L’uomo, la bestia, la virtù

La recensione

“Ma sono una maschera orribile!”

Afferma la signora Perella quando il buon professore tenta di metterla in bella mostra davanti al marito. Il discorso delle maschere di Pirandello è una delle tematiche rispettate all’interno di “l’uomo, la bestia, la virtù” che ha debuttato ieri al Brancaccino di Roma. Altra Scena e I due della città del sole produzioni hanno portato in scena uno dei tanti testi pirandelliani, mitigando il sacro con il profano. Nel sacro rientra il discorso delle maschere. La signora Perella è la maschera della virtù, mentre il professor Paolino è la maschera del perbenismo finto, un imperativo per Pirandello ampiamente rispettato in questo caso. Nel profano possiamo trovare una estrapolazione da luogo e tempo della commedia, non si capisce infatti né dove siamo né in quale epoca siamo. Poco ma sicuro che siamo ancora nelle ere in cui una donna doveva coprire le gravidanze indesiderate con sotterfugi medievali per evitare di essere etichettata come una poco di buono o essere lasciata dal marito, che al contrario era libero di fare come voleva.

L’uomo la bestia la virtù è la storia del professor Paolino che, invaghito della bella signora Perella, conscio di aver ingravidato erroneamente la bella fanciulla, sposata con il marinaio Perella, escogita un piano affinché tutti potessero pensare che il nascituro sia in realtà del marinaio.

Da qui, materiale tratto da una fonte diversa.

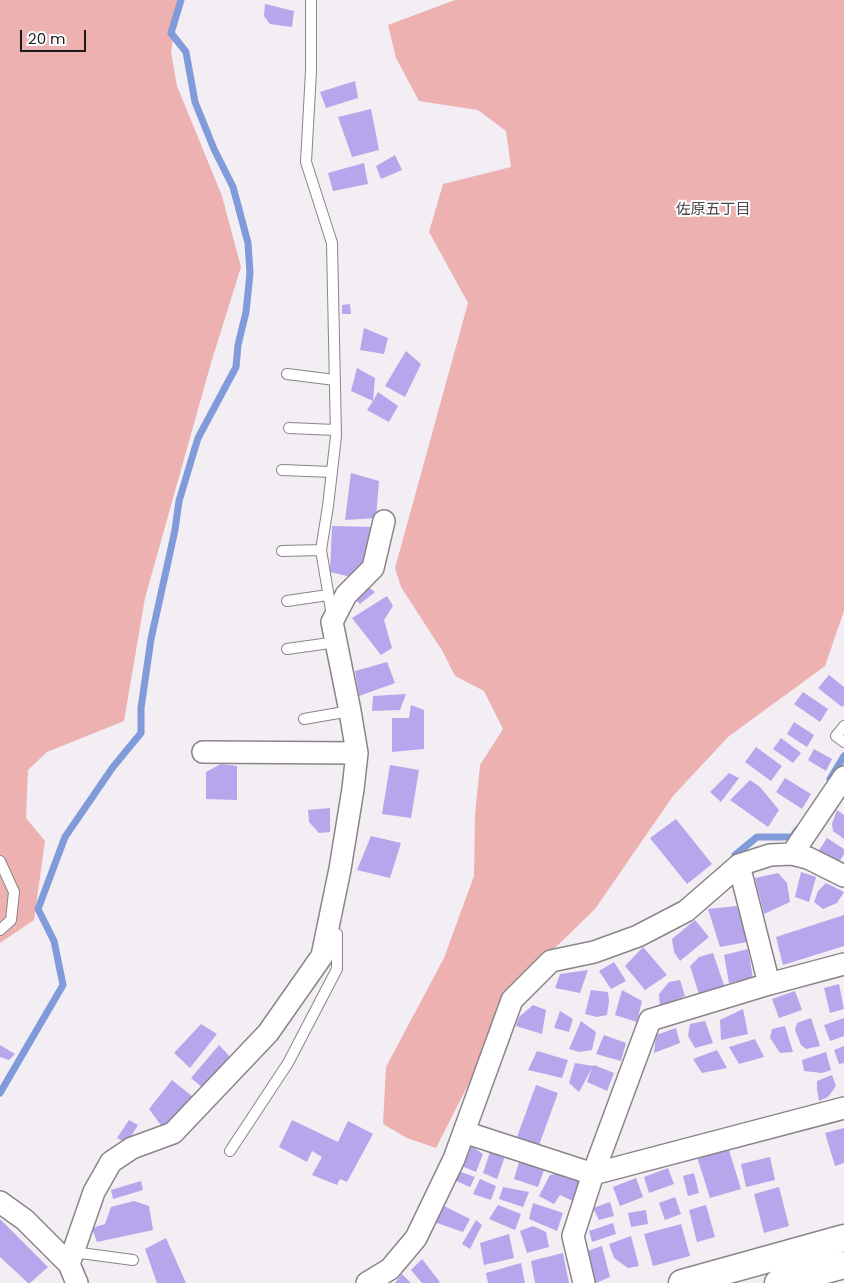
<!DOCTYPE html>
<meta charset="utf-8">
<style>
body{margin:0}
#map{position:relative;width:844px;height:1283px;overflow:hidden;background:#f2eef3;font-family:Poppins,sans-serif}
canvas{display:block}
.scale{position:absolute;left:20px;top:30px;width:66px;height:22px;box-sizing:border-box;border:2px solid #1b1a1b;border-top:0;padding-left:6px;font-size:15px;line-height:18px;white-space:nowrap;color:#1b1a1b;-webkit-text-stroke:4px #fff;paint-order:stroke}
</style>
<div id="map">
<canvas width="844" height="1283"></canvas>
<div class="scale">20 m</div>
</div>
<script>
const ctx = document.querySelector('canvas').getContext('2d');
ctx.lineJoin = 'round';
function paint(path, color) { ctx.fillStyle = color; ctx.fill(path, 'evenodd'); }
const toPath = rows => new Path2D(rows.map(r => 'M' + r).join(''));
function strokePath(path, color, width, dash) { ctx.strokeStyle = color; ctx.lineWidth = width; ctx.lineCap = dash ? 'butt' : 'round'; ctx.setLineDash(dash || []); ctx.stroke(path); }
function drawText(font, color, halo, rows, align = 'center') {
  ctx.font = font + ' Poppins,"Noto Sans JP",sans-serif'; ctx.lineWidth = 4; ctx.setLineDash([]); ctx.textBaseline = 'middle'; ctx.strokeStyle = halo; ctx.fillStyle = color; for (const [text, x, y, turn = 0] of rows) {
    ctx.save(); ctx.translate(x, y); ctx.rotate((+turn || 0) * Math.PI / 180); ctx.textAlign = isNaN(turn) ? turn : align; if (halo) ctx.strokeText(text, 0, 0); ctx.fillText(text, 0, 0); ctx.restore();
  }
}
paint(toPath([
 [0,0,179,0,171,52,177,86,222,196,241,267,211,363,145,598,124,721,47,752,28,770,26,818,45,841,34,920,0,943],
 [455,0,844,0,844,611,825,666,728,737,673,796,595,909,521,981,436,1148,407,1138,383,1124,386,1067,444,958,474,876,475,815,480,765,503,729,484,691,455,676,443,652,401,587,395,568,468,303,429,232,443,184,511,167,506,131,478,110,419,101,396,58,388,25]
]), '#edb1b2');
strokePath(toPath([
 [830,779,844,756],
 [735,855,757,837,792,837,797,830],
 [0,1093,63,985,54,941,38,909,65,837,113,767,141,733,141,708,151,639,175,530,179,501,198,438,236,367,238,345,246,312,250,273,248,243,233,187,214,149,195,102,186,52,171,33,181,0]
]), '#809ada', 7);
paint(toPath([
 [265,4,294,11,292,27,270,24,264,16],
 [355,81,358,98,326,108,320,92],
 [371,109,379,150,352,157,338,117],
 [395,155,402,170,381,179,376,166],
 [364,163,368,184,333,191,328,173],
 [350,304,351,314,342,314,342,305],
 [364,328,388,338,384,354,360,350],
 [406,351,421,364,405,397,385,386],
 [357,368,375,378,373,401,378,392,398,406,389,422,367,410,373,401,351,391],
 [351,473,379,481,376,518,345,520],
 [332,526,373,527,360,579,330,572],
 [364,584,375,592,360,604,353,597],
 [387,596,393,606,384,620,392,648,381,655,352,618],
 [387,662,395,683,359,696,355,671],
 [829,675,844,687,844,705,842,707,818,688],
 [803,692,828,709,820,722,794,704],
 [406,694,400,710,372,711,373,696],
 [411,705,424,710,424,749,392,752,392,718,409,718],
 [794,722,814,735,807,747,787,734],
 [781,738,801,753,793,763,773,749],
 [756,747,782,766,771,781,745,762],
 [814,749,832,759,826,771,808,760],
 [221,764,237,766,237,800,206,799,206,772],
 [390,765,419,770,411,818,382,814],
 [729,773,739,778,721,802,710,792],
 [785,778,811,794,802,809,776,792],
 [750,780,760,787,779,810,768,827,730,800],
 [330,808,330,832,319,833,309,822,308,810],
 [837,810,844,815,844,839,833,831,832,824],
 [676,819,712,864,687,884,650,838],
 [371,836,401,843,390,878,357,870],
 [827,838,844,849,844,854,838,864,818,852],
 [801,872,816,877,809,902,795,897],
 [778,873,787,883,790,902,764,914,755,878],
 [826,883,844,892,837,903,823,909,814,902,818,891],
 [737,906,747,942,720,947,708,909],
 [844,915,844,946,783,965,776,937],
 [695,920,709,937,680,961,674,952,672,939],
 [643,947,667,975,645,990,625,966],
 [748,949,753,978,729,983,724,955],
 [713,953,725,988,699,994,690,966,699,957],
 [614,962,626,981,611,989,599,971],
 [588,970,580,993,555,988,560,974],
 [680,980,685,996,660,1007,659,994,669,982],
 [839,984,844,1009,830,1013,824,988],
 [591,990,608,992,609,1001,607,1015,597,1017,585,1014],
 [622,990,642,1001,637,1022,615,1015],
 [795,991,802,1010,779,1018,772,999],
 [533,1005,546,1010,542,1034,516,1026,519,1017],
 [743,1009,748,1034,721,1040,720,1020],
 [560,1011,573,1019,569,1032,554,1028],
 [811,1018,820,1046,806,1049,801,1045,795,1030,797,1023],
 [844,1018,844,1036,830,1041,824,1025],
 [581,1021,596,1032,592,1050,579,1052,569,1049],
 [705,1021,713,1043,695,1048,688,1036,690,1024],
 [201,1024,217,1034,190,1068,174,1053],
 [785,1026,793,1052,780,1053,770,1038,772,1029],
 [676,1028,680,1043,654,1053,656,1035],
 [604,1035,626,1043,621,1061,596,1054],
 [755,1039,764,1057,739,1064,729,1047],
 [0,1045,15,1054,9,1060,0,1057],
 [219,1045,233,1060,204,1089,191,1078],
 [844,1046,844,1063,839,1064,834,1050],
 [717,1050,727,1068,702,1073,693,1059],
 [537,1051,568,1060,562,1078,528,1070],
 [826,1052,831,1070,822,1073,804,1071,802,1060],
 [575,1063,593,1066,594,1065,614,1073,607,1091,587,1082,592,1068,579,1092,569,1083],
 [832,1075,836,1086,828,1097,819,1101,817,1090,817,1081],
 [172,1080,193,1097,163,1128,149,1109],
 [536,1085,558,1093,539,1145,517,1137],
 [129,1120,138,1125,127,1143,117,1138],
 [292,1120,338,1142,348,1121,373,1134,347,1182,340,1179,337,1185,312,1175,322,1157,312,1151,307,1162,279,1147],
 [844,1128,844,1163,835,1166,825,1133],
 [470,1145,483,1154,476,1172,462,1166],
 [728,1147,741,1189,710,1198,697,1157],
 [490,1152,505,1156,497,1179,483,1173],
 [770,1157,775,1180,746,1187,741,1164],
 [519,1162,544,1170,538,1187,514,1179],
 [668,1168,674,1184,649,1193,644,1177],
 [458,1171,475,1177,470,1187,454,1180],
 [562,1173,576,1178,579,1184,573,1201,560,1195,554,1204,539,1196,550,1175],
 [694,1173,699,1193,688,1196,683,1176],
 [636,1178,643,1197,620,1206,613,1187],
 [480,1179,496,1186,491,1200,473,1194],
 [141,1181,143,1190,113,1199,111,1190],
 [503,1187,529,1192,523,1207,499,1199],
 [779,1187,789,1226,764,1233,754,1194],
 [675,1197,681,1214,665,1220,659,1203],
 [134,1201,149,1206,153,1230,97,1242,92,1228,105,1224,111,1207],
 [610,1202,614,1216,599,1220,593,1208],
 [533,1203,563,1213,557,1231,529,1219],
 [498,1205,521,1214,515,1230,489,1219],
 [706,1205,715,1237,697,1242,689,1210],
 [444,1206,470,1219,463,1232,434,1222],
 [646,1210,648,1224,631,1227,628,1213],
 [0,1219,48,1267,30,1283,28,1283,0,1257],
 [476,1220,482,1225,470,1249,462,1244],
 [613,1223,616,1234,592,1242,589,1231],
 [681,1224,690,1256,653,1266,644,1234],
 [533,1226,546,1232,549,1247,527,1253,520,1231],
 [509,1234,514,1258,484,1265,480,1243],
 [631,1236,639,1266,628,1268,614,1258,609,1244],
 [166,1238,186,1283,157,1283,145,1249],
 [602,1246,610,1277,596,1283,592,1283,584,1252],
 [563,1253,569,1283,535,1283,531,1261],
 [422,1259,440,1282,438,1283,422,1283,411,1270],
 [521,1263,525,1283,488,1283,486,1273],
 [402,1274,411,1283,395,1283]
]), '#b7a6eb');
const service = toPath([
 [311,0,311,71,306,162,332,243,336,436,328,506,321,550,332,616],
 [287,374,335,380],
 [289,428,335,430],
 [282,470,332,472],
 [282,551,321,550],
 [287,601,328,595],
 [287,649,337,642],
 [304,719,350,711],
 [844,726,836,736,844,742],
 [0,861,14,892,11,920,0,930],
 [230,1151,288,1063,337,969,337,934,327,929],
 [73,1252,133,1260]
]);
const minor = toPath([
 [203,752,357,753],
 [792,854,844,777],
 [739,865,769,984],
 [464,1132,593,1174,844,1108],
 [0,1202,25,1220,69,1264,77,1283],
 [69,1264,94,1192,111,1162,132,1148,173,1133,268,1033,322,956,340,869,353,789,357,753,350,711,332,622,346,595,373,568,384,521],
 [367,1283,390,1269,416,1238,454,1159,512,1000,551,961,594,952,638,936,686,911,739,865,770,855,792,854,808,858,844,876],
 [584,1283,573,1236,593,1174,650,1020,769,984,844,964]
]);
const tertiary = toPath([
 [682,1283,844,1238],
 [778,1283,844,1265]
]);
strokePath(service, '#898589', 12);
strokePath(minor, '#898589', 24);
strokePath(tertiary, '#898589', 29);
strokePath(service, '#fff', 10);
strokePath(minor, '#fff', 21);
strokePath(tertiary, '#fff', 26);
drawText('15px', '#4a464a', '#fff', [
 ["佐原五丁目",713,210]
]);
</script>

Si creano così una serie di rocambolesche vicende che tirano fuori il meglio del cast. Francesco Petit-Bon è un Nonò stupendo, viene sballottato e lanciato da una parte all’altra del palcoscenico, incassando legnate a ripetizione che nemmeno un pugile su un ring. Nei panni della domestica, troviamo una bravissima Cristina Todaro che strappa risate a non finire con i suoi atteggiamenti e le continue imprecazioni soffocate. Alessandro Giova è un dottor Pulejo perfetto. Filippo Gili è il Capitano Perella, gaiardo e rozzo allo stesso tempo. La signora Perella è un’abilissima Valentina Perrella, bella, sinuosa, molto espressiva, perfetta. E poi c’è lui, il professor Paolino, interpretato dalla simpatia e dall’abilità di Giorgio Colangeli che dona un fascino attuale ad un classico intramontabile con grande ironia.

Nell’anno del suo centenario, infatti l’uomo, la bestia e la virtù viene portato in scena il 2 maggio 1919 al teatro Olimpia di Milano, il lavoro del regista Giancarlo Nicoletti è da premiare. In scena c’è un classico estremizzato in tutte quelle che sono le sfaccettature più divertenti, a volte anche troppo. Ci sono dei momenti in cui lo spettatore si preoccupa se il piccolo Nonò stia agonizzando sul pavimento, oppure se il Professore e il Capitano se le diano di santa ragione. Ma nel complesso viene fuori una commedia piacevole, che fa ridere il pubblico anche con quelle interruzioni fuori copione – come la ripresa goliardica di Giorgio Colangeli verso Gili che sbaglia l’uscita di scena.

Un classico da vedere, in scena fino al 17 febbraio al Brancaccino di Roma.